[Saved data entries]
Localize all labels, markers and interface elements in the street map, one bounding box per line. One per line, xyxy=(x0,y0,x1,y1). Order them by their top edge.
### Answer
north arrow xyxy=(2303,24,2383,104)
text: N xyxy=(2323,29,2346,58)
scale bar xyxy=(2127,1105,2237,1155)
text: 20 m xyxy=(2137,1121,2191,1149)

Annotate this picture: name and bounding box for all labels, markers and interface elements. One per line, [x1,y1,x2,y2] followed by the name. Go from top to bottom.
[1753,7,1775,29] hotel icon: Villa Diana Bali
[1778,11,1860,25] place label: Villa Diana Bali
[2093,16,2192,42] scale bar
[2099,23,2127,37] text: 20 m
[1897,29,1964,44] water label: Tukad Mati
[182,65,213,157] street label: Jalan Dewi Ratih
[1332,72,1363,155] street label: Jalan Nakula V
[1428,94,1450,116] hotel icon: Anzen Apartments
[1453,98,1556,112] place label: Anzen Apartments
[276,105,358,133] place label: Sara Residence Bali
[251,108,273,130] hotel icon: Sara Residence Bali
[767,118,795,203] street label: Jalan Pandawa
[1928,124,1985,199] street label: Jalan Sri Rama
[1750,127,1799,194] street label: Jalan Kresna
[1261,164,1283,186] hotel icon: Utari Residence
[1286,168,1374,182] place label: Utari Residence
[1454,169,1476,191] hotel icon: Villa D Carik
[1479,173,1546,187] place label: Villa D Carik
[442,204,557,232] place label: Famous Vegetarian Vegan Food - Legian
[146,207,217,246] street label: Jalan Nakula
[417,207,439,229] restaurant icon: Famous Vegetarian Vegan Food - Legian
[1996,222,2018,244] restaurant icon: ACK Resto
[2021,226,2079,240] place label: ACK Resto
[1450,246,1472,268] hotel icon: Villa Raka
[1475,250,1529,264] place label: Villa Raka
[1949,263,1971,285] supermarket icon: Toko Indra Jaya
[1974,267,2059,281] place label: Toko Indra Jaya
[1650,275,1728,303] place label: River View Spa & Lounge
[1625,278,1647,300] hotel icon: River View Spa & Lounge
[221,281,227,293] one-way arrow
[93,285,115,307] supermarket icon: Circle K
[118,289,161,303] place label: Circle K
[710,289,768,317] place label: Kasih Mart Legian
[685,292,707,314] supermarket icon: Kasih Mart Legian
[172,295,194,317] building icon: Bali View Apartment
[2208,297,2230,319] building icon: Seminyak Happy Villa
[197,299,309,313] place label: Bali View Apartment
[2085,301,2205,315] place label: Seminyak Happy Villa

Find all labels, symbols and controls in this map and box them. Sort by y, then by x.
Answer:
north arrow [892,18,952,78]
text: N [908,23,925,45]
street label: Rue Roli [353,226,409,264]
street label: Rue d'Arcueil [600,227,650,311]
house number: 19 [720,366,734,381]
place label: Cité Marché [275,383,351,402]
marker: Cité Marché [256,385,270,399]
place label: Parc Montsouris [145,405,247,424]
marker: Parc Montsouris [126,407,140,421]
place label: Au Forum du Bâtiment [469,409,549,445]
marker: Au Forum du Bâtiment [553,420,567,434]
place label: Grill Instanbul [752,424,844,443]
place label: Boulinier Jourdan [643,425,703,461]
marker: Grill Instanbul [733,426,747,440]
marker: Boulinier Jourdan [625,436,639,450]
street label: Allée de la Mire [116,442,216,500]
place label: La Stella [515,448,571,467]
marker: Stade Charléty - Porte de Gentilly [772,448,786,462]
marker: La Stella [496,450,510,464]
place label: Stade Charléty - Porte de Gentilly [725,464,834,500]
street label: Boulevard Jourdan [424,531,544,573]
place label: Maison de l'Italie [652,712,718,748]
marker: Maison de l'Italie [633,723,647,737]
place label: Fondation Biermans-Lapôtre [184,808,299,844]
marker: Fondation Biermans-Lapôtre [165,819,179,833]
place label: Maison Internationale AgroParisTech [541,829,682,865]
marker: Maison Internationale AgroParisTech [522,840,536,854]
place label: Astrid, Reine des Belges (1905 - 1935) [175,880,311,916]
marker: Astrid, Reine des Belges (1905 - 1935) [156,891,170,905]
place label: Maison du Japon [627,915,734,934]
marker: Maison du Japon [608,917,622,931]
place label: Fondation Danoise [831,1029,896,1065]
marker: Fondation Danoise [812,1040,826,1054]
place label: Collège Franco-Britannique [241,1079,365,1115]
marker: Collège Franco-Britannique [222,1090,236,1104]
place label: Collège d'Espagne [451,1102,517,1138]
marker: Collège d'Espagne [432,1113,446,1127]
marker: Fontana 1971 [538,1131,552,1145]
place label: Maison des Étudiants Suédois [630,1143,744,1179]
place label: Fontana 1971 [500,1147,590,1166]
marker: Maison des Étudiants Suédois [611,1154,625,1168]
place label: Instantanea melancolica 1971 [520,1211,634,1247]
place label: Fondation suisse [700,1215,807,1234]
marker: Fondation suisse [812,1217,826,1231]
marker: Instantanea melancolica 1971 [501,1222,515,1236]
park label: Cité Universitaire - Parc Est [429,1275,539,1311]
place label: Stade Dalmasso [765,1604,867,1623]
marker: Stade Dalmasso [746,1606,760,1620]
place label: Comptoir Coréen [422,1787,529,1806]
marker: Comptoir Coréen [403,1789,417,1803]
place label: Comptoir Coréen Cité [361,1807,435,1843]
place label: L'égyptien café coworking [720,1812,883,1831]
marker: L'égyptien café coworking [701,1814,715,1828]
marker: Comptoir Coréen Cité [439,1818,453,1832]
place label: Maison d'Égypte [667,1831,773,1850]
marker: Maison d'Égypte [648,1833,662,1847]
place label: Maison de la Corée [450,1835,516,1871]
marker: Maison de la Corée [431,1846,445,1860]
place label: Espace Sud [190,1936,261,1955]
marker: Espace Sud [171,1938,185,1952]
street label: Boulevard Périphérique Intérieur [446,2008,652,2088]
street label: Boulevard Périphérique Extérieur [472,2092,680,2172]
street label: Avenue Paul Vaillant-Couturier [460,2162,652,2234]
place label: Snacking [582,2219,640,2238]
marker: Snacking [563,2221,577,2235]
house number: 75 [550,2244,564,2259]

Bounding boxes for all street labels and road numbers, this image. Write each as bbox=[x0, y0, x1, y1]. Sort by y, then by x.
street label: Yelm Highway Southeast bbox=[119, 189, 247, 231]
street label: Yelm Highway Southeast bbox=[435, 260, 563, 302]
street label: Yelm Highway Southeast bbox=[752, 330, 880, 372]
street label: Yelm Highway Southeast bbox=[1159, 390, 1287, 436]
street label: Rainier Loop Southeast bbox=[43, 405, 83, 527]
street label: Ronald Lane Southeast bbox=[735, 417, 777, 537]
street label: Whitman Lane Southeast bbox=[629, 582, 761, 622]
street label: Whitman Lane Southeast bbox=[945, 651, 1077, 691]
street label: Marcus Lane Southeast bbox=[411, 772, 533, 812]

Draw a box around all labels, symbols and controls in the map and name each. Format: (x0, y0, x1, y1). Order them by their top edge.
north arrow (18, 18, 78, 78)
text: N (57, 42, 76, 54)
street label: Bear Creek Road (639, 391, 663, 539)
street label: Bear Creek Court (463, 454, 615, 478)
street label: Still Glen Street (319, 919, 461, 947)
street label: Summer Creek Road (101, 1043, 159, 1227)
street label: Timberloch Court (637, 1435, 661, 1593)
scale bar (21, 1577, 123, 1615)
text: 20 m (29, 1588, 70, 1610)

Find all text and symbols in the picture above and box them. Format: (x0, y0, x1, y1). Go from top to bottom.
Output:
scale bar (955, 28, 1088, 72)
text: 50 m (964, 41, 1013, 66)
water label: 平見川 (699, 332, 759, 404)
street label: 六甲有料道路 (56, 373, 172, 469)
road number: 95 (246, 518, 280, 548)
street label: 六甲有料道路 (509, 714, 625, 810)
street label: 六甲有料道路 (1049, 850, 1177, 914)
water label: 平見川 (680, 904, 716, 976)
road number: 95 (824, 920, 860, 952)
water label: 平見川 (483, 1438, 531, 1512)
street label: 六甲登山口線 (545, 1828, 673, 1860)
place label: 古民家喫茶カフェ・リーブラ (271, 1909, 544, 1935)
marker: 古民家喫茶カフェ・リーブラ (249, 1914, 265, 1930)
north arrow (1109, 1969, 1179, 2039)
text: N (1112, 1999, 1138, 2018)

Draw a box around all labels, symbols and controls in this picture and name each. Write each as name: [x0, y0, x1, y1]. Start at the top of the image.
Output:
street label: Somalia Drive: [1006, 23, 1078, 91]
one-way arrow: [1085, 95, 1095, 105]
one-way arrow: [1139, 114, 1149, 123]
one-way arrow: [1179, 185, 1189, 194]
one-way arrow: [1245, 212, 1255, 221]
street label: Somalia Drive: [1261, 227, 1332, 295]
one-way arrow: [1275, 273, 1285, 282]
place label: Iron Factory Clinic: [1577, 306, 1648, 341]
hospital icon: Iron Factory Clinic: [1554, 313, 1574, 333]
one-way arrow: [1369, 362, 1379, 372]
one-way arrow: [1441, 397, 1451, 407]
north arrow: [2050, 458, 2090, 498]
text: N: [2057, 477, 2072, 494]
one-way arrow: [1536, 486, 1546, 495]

▸ AIM OF THE EXERCISE:
Transcribe the records above from the line holding "Draw a box around all labels, symbols and controls in the" down to the line holding "Find all text", inclusive, without adding anything.

▸ EXERCISE ANSWER:
Draw a box around all labels, symbols and controls in the map and name each. Format: (x0, y0, x1, y1). Order them by their top edge.
north arrow (18, 18, 78, 78)
text: N (57, 42, 76, 54)
street label: Bear Creek Road (639, 391, 663, 539)
street label: Bear Creek Court (463, 454, 615, 478)
street label: Still Glen Street (319, 919, 461, 947)
street label: Summer Creek Road (101, 1043, 159, 1227)
street label: Timberloch Court (637, 1435, 661, 1593)
scale bar (21, 1577, 123, 1615)
text: 20 m (29, 1588, 70, 1610)

Find all text and symbols in the picture above and box them. Format: (x0, y0, x1, y1). Go from top to bottom.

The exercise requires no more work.